/---

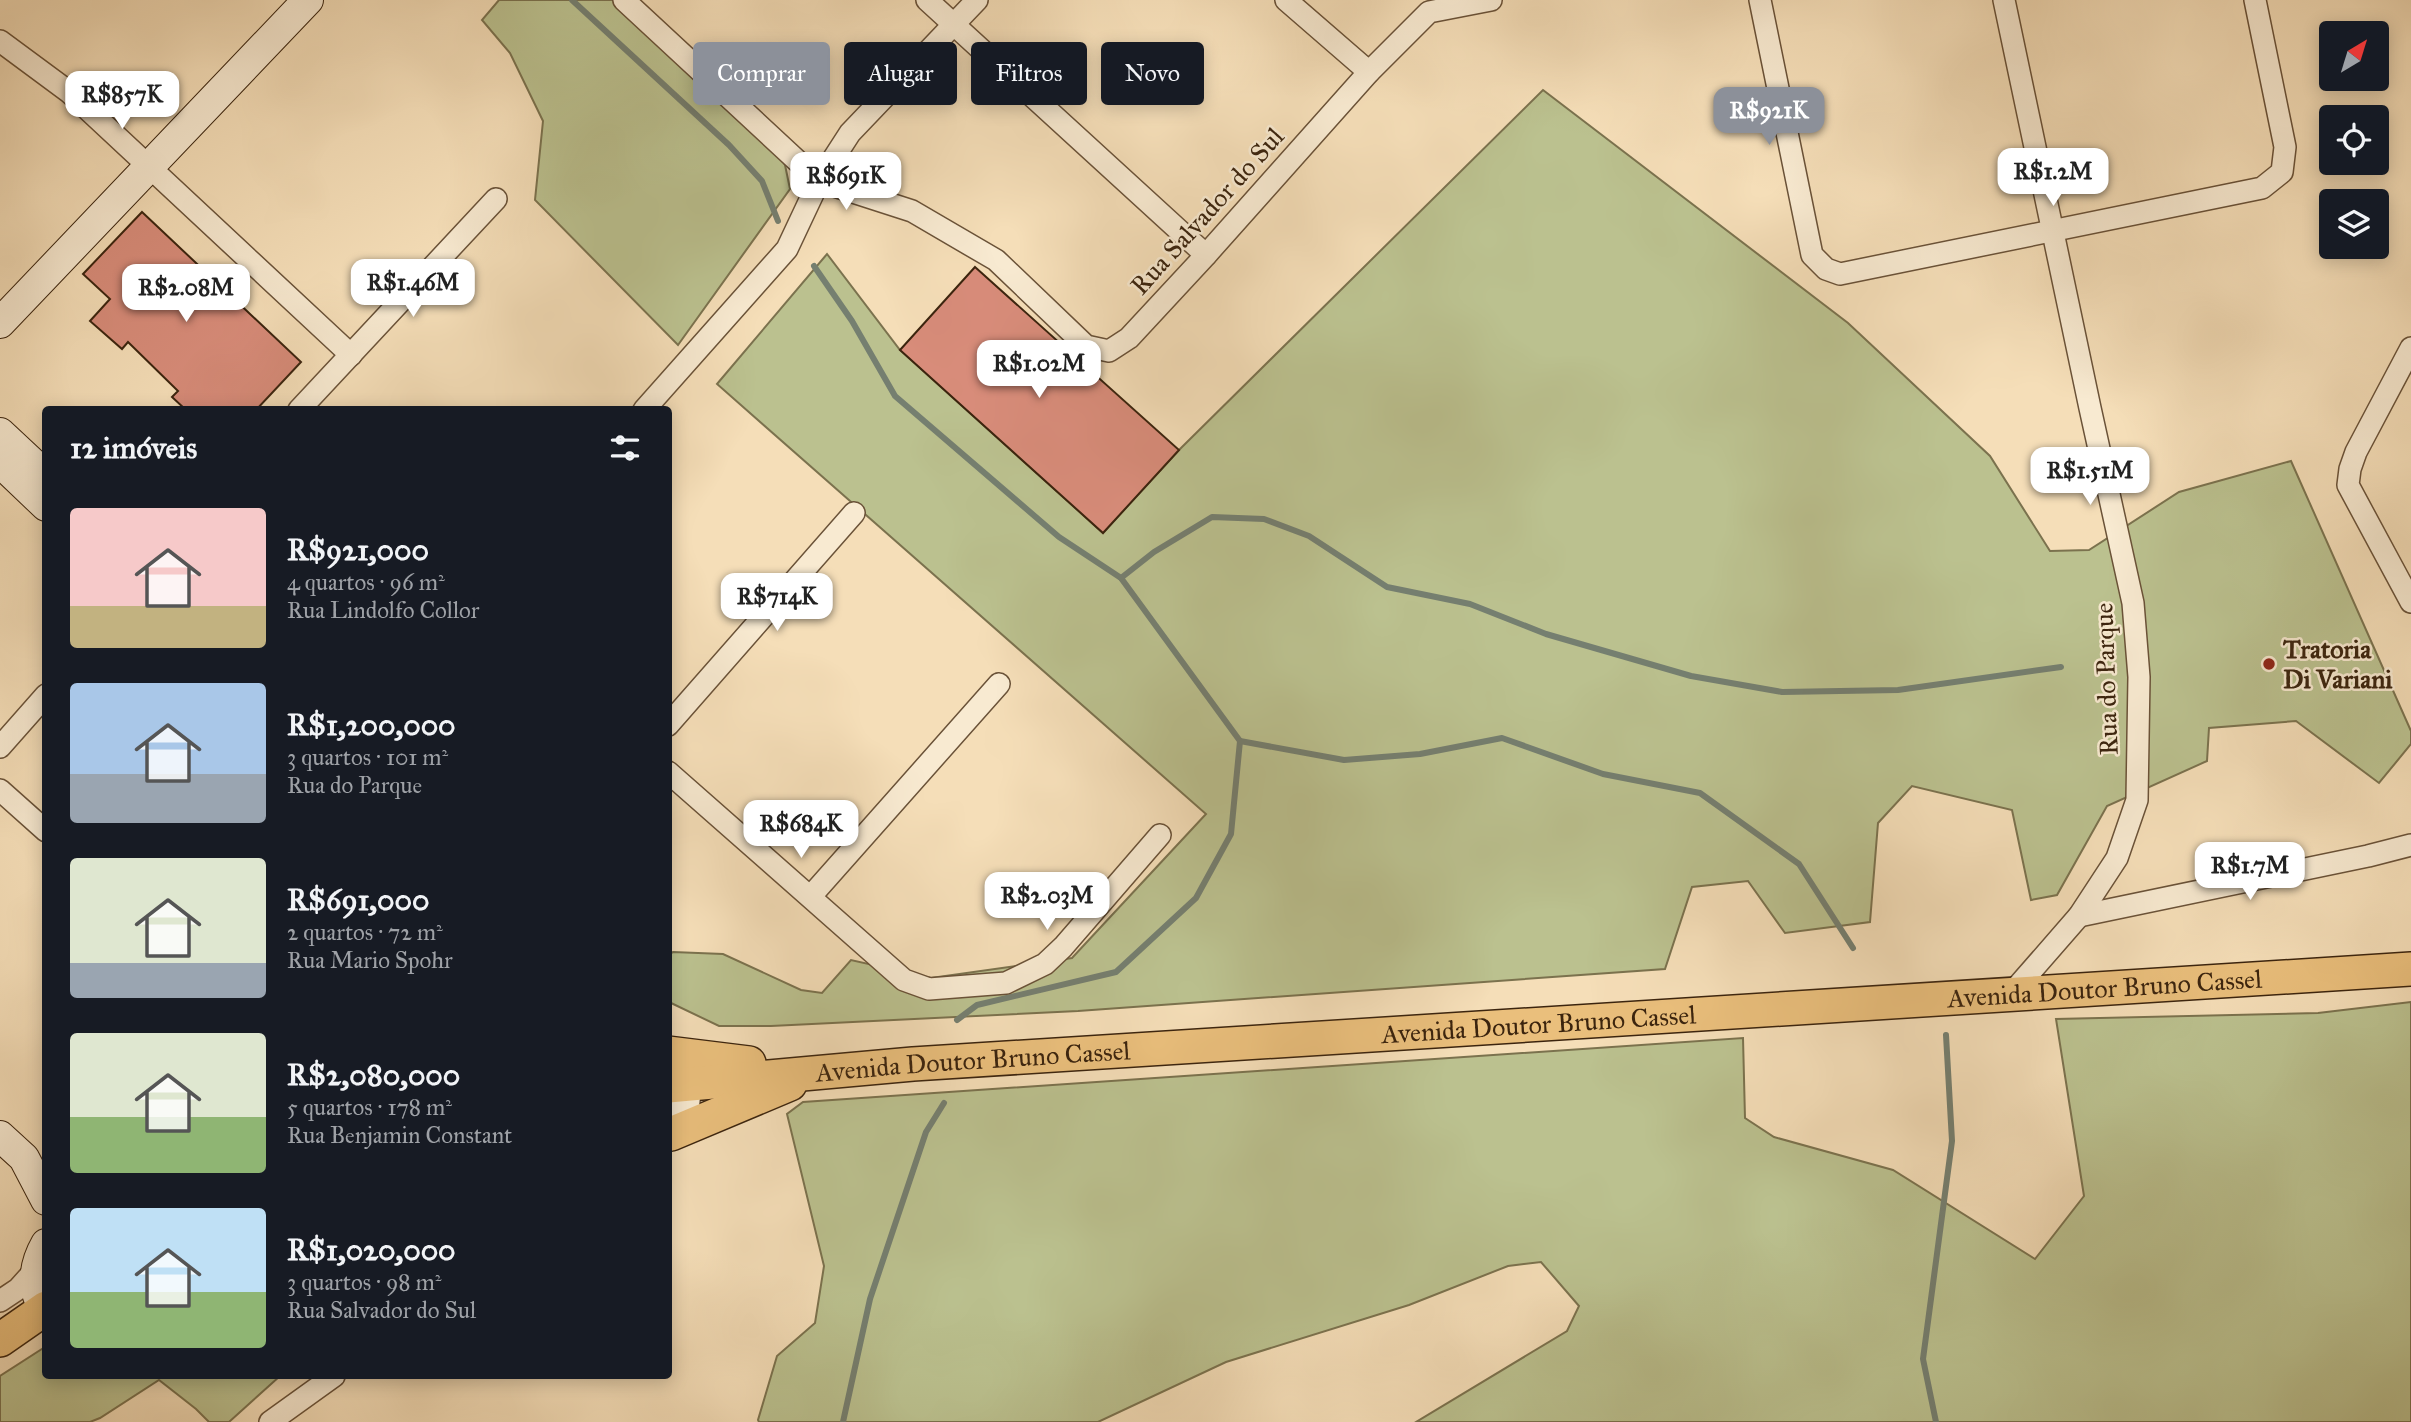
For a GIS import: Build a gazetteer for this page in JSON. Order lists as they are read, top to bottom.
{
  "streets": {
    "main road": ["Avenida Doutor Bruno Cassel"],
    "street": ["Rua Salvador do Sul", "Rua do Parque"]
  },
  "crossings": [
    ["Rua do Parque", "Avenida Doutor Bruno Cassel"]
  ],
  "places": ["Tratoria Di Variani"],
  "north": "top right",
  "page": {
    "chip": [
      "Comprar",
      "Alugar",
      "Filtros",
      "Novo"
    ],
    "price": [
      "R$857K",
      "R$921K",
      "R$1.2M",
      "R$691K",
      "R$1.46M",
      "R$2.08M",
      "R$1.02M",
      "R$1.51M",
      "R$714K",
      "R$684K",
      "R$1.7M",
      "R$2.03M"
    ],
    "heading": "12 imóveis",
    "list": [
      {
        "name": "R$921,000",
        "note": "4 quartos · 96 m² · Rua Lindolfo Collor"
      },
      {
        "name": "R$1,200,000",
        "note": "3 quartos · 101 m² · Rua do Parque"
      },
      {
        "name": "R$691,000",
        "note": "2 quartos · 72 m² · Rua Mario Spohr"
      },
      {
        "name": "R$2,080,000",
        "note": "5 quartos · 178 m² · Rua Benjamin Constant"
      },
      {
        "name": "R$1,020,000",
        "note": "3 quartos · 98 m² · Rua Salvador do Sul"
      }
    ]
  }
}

\---

▶ [Exercise objective]:
Within the material, find all lines that hold the word "Cassel" and show them.

▶ [Written response]:
    "main road": ["Avenida Doutor Bruno Cassel"],
    ["Rua do Parque", "Avenida Doutor Bruno Cassel"]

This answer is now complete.